TWI Industrial Member Report Summary 700/2000
A C Woloszyn
Underwater welding and cutting can be carried out using either dry (hyperbaric) or wet welding techniques. As a special habitat is not required, wet welding offers the advantages of low equipment costs and versatility, in that the operations are only limited by access to the welder. Therefore, for situations where stringent mechanical properties are not essential, wet underwater welding is the preferred repair technique.
The Paton Welding Institute (PWI) has developed a new generation of wet welding and cutting techniques based on the self-shielded flux cored arc (FCAW) process. The FCAW wires have been developed specifically for operating in direct contact with water, in conjunction with a novel wire feed system. The semi-automatic wet underwater FCAW technique has been used quite widely in member countries of the former Soviet Union. Applications have included the repair of ships, pipelines and offshore structures. However, there is relatively little experience in Western Europe and the USA of the FCA process, particularly with respect to the productivity benefits linked to mechanisation of the FCAW process.

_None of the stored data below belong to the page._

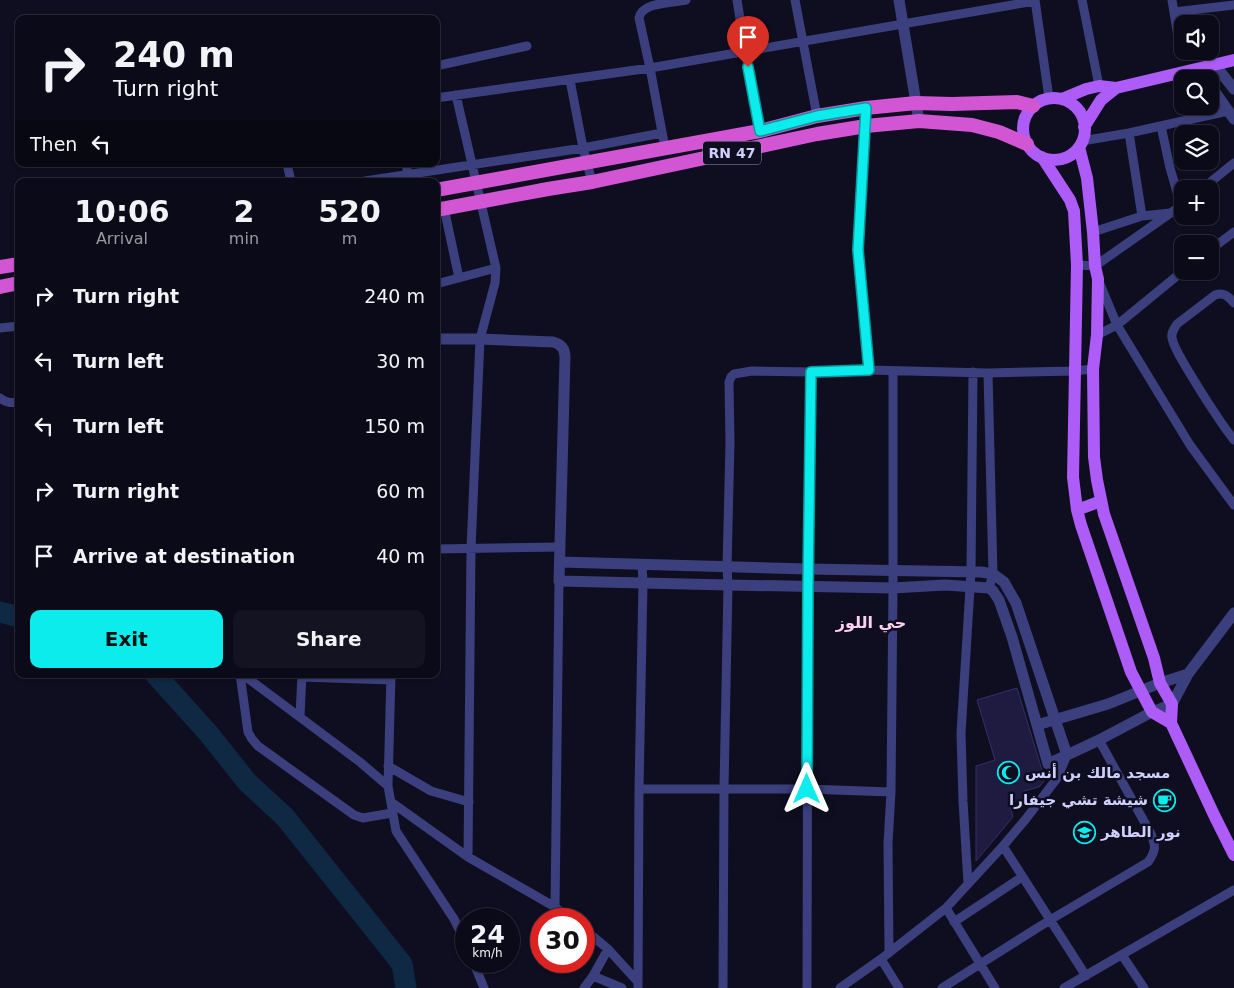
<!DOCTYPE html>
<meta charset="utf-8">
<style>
body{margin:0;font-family:"DejaVu Sans","Noto Naskh Arabic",sans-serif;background:#141321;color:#f1f3f6;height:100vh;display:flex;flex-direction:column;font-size:19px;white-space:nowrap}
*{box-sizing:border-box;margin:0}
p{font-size:16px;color:#9a9aa2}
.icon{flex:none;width:28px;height:28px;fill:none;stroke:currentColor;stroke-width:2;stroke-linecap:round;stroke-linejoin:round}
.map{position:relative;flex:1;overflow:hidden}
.drawer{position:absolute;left:15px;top:178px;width:425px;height:500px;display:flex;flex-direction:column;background:#0b0a18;border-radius:10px;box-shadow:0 1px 4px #0004,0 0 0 1px #2b2b37}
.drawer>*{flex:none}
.guide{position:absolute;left:15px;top:15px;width:425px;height:152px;border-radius:10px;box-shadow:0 1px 4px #0004,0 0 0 1px #2b2b37;background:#0b0a18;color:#f1f3f6;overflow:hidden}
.tools{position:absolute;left:1174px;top:15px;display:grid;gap:10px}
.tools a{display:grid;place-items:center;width:45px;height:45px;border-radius:10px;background:#0b0a18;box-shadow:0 1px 4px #0004,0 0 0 1px #2b2b37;font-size:25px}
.speed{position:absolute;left:455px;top:908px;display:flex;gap:10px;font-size:25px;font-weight:700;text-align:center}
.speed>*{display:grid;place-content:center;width:65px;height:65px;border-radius:50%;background:#0b0a18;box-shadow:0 1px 4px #0004,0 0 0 1px #2b2b37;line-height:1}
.speed small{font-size:12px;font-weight:400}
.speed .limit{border:8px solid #d22;background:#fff;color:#111}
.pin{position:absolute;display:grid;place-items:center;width:42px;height:42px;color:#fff;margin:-51px -21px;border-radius:50% 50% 50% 0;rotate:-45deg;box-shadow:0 0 5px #0007}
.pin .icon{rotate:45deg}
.me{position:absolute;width:55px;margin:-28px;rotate:0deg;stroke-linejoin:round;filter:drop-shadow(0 0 4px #0008)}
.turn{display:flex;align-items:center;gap:18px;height:105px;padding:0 15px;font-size:22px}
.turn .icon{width:65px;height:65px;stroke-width:2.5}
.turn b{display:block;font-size:35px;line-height:42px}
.then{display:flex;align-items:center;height:48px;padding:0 15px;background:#0003;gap:10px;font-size:19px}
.eta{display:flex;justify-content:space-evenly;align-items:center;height:85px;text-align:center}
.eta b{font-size:30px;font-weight:800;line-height:35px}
.action{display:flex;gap:10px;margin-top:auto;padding:10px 15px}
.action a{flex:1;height:58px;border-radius:10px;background:#0cecec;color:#111;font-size:20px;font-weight:800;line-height:58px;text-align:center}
.action a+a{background:#141321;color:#f1f3f6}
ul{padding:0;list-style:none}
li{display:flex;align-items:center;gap:15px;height:65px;padding:0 15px}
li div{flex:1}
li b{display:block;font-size:19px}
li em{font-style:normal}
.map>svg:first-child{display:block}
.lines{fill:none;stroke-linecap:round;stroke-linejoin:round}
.river{stroke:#0f2843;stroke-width:21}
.building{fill:#1f1b40;stroke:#342e6b}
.minor{stroke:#3b3f7d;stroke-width:9}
.tertiary{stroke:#3b3f7d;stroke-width:11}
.primary{stroke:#ad5cf7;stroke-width:12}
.trunk{stroke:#d256d4;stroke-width:14}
.route-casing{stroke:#089999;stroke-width:12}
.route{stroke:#0cecec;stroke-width:9}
.labels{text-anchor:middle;stroke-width:5;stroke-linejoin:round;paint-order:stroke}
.shield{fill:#0f0e20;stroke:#9695bb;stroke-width:1}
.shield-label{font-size:14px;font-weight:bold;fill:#d0cffd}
.poi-label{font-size:15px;font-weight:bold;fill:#d0cffd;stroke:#0f0e20;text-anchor:start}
.neighbourhood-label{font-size:16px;font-weight:bold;fill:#fdd1f1;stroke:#0f0e20}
</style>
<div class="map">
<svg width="1234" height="988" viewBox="0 0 1234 988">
<rect width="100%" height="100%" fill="#0f0e20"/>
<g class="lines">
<path class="river" d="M0 612 19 617
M155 674 209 734 247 782 285 817 402 964 406 988"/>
</g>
<path class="building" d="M1017 688 1045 780 1039 787 1024 791 1026 798 1009 803 1013 817 976 861V766L995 760 977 700Z"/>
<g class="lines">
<path class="minor" d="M737 0 745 50 760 131
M795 0 817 116
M1035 0 1049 98
M1082 0 1099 86
M1172 0 1178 37
M1174 12 1234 5
M436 66 527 46
M570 80 583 148 592 182
M456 95 496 268 495 283 480 339 471 549 468 857
M436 98 650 68 1035 1
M866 108 859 250 869 370
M1161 126 1170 168 1181 206
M1129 133 1142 216
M1082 141 1129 133 1228 111
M665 148 650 68 639 18C642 2 672 3 686 0
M287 164 291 181
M406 164 408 175
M365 181 583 148 662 133
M1202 189 1234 163
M444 208 459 278
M1093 232 1142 216 1170 213
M1210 250 1234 232
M1077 265 1095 266 1182 205
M436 284 496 268
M1100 284 1117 325 1190 445 1234 505
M1234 303C1228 296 1224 292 1215 295L1177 324C1174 329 1171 332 1172 338 1174 348 1181 358 1186 367 1201 392 1216 417 1234 440
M0 328 19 326
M1097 335 1117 325 1183 271
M988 373 993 574 989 588
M0 398C6 403 11 403 19 402
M436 549 560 547
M240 674 248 732 252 739 258 746 354 815 363 818 392 813
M242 674 360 762 388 786
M391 674 388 786 396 831 454 919 466 944
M302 677 391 680
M300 716 302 674
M388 766 431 791 469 802
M639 789H807L891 792
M391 802 468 857 555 907 570 919
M1003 846 1086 976
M968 883 963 801 961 733 971 572 973 372
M555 907 559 581
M946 908 995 988
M954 922 1022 877
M584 929 608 949 638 982
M889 953 888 843 891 792 893 588V371
M1122 955 1144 988
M881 959 899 988
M473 961 484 988
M593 976 622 988
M584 988 593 976 608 949
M638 988 639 789 643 583 642 564
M723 988 724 788 728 585 727 567 730 443 729 382 731 377 734 374 752 371 811 372 869 370 988 373 1074 371 1093 369
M807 988 808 586 811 372
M840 988 881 959 946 908 1003 846 1025 820 1058 777 1067 755
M942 988 1050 920 1148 862C1156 851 1156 846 1151 834L1099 740
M1064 988 1234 890"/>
<path class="tertiary" d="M899 0 919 121
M1215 65 1234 89
M1210 85 1234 119
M436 339H480L553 342C561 344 565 349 565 357L559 581 728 585 893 588 945 585 989 588 993 591 999 600 1012 637 1048 764 1099 740 1152 712 1172 704 1188 674 1234 613
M560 562 808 569 981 572 993 574 1004 582 1016 603 1067 755
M1037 725 1108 704 1160 683 1188 674"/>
<path class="primary" d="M1023 129a31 31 0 1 1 62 0a31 31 0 1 1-62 0Z
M1062 99 1086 89 1099 86 1116 88 1234 60
M1084 127 1101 100 1116 88
M1079 147 1087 178 1093 232 1095 266 1098 279 1097 335 1093 369 1094 457 1097 480 1104 514 1154 658 1160 683 1172 704 1171 723 1215 817 1234 855
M1042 157 1070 200 1074 211 1077 265 1073 477 1077 510 1081 525 1131 672 1152 712 1171 723
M1077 510 1101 501"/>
<path class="trunk" d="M436 190 760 131 817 116 866 108 916 103 952 104 1017 102 1033 106
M436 210 548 189 592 182 817 134 866 126 919 121 972 125 999 132 1027 144
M0 267 19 264
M0 287 19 283"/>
</g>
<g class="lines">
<defs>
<path id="route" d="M748 67 760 131 817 116 866 108 858 250 869 370 811 372 808 586 807 789"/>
</defs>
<use href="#route" class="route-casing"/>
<use href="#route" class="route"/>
</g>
<defs>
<symbol id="mosque-ring" viewBox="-11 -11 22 22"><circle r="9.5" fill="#0f0e20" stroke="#0cecec" stroke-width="1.5"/><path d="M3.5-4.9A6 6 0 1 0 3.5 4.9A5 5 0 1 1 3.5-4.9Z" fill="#0cecec"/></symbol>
<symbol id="cafe-ring" viewBox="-11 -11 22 22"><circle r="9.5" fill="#0f0e20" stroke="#0cecec" stroke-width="1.5"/><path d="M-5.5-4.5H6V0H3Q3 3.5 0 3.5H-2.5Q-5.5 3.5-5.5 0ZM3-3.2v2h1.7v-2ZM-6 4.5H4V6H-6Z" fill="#0cecec"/></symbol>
<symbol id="school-ring" viewBox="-11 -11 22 22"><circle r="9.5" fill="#0f0e20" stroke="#0cecec" stroke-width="1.5"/><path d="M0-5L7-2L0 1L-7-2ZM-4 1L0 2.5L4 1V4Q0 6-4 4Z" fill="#0cecec"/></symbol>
</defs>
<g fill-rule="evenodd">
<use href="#mosque-ring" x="996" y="760" width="25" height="25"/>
<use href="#cafe-ring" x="1152" y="788" width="25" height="25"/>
<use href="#school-ring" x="1072" y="820" width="25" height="25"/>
</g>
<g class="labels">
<rect class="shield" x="703" y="141.5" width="58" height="23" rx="4"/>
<g class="shield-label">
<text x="732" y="158">RN 47</text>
</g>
<g class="poi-label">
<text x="1025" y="778">مسجد مالك بن أنس</text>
<text x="1148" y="805" text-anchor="end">شيشة تشي جيفارا</text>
<text x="1101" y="837">نور الطاهر</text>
</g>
<g class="neighbourhood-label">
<text x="871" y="628">حي اللوز</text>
</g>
</g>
</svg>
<div class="tools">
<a><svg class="icon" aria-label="sound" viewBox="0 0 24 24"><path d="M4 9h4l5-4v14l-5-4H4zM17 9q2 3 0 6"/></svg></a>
<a><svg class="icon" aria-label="search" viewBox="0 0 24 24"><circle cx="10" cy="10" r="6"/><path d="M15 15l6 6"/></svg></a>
<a><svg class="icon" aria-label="layers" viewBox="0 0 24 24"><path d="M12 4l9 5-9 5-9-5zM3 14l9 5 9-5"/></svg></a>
<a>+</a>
<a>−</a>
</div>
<div class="speed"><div>24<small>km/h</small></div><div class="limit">30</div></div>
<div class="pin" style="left:748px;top:67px;background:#d93025"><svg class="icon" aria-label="arrive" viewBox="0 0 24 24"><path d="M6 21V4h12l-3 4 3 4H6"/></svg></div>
<svg class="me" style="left:807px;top:789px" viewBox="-20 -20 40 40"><path d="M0-17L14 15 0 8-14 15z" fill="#0cecec" stroke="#fff" stroke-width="4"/></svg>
<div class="guide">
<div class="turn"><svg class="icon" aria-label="right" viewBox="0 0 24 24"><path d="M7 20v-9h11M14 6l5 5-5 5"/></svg><div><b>240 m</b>Turn right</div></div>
<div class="then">Then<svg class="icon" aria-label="left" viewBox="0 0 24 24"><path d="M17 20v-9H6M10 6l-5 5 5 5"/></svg></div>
</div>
<section class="drawer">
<div class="eta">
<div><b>10:06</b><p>Arrival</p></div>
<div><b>2</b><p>min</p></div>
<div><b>520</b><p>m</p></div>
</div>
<ul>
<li><svg class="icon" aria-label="right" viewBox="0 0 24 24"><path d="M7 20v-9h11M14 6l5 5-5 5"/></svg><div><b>Turn right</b></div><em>240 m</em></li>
<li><svg class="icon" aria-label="left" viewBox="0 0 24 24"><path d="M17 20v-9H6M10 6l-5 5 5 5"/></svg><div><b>Turn left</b></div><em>30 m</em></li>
<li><svg class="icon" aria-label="left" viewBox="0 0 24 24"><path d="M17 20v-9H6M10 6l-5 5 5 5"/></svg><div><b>Turn left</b></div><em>150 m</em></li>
<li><svg class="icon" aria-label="right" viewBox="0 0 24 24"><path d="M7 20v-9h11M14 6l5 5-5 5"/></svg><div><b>Turn right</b></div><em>60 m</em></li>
<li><svg class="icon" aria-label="arrive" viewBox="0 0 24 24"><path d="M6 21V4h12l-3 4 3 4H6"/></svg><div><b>Arrive at destination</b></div><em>40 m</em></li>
</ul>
<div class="action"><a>Exit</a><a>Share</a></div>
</section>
</div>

The primary purpose of this work was to investigate mechanised welding using the FCAW process with the view to assessing its potential application for remote operation. Given that the operating depth for manual welding (MMA or FCAW) tends to be around 50m, a mechanised system could both extend this range and eliminate the safety risks associated with manual wet welding.
- To review the equipment, operating characteristics and potential applications of the PWI (or similar) FCAW system.
- To commission a mechanised underwater wet welding system and to determine its operating characteristics.
- To assess the performance of a range of power sources and alternative consumables.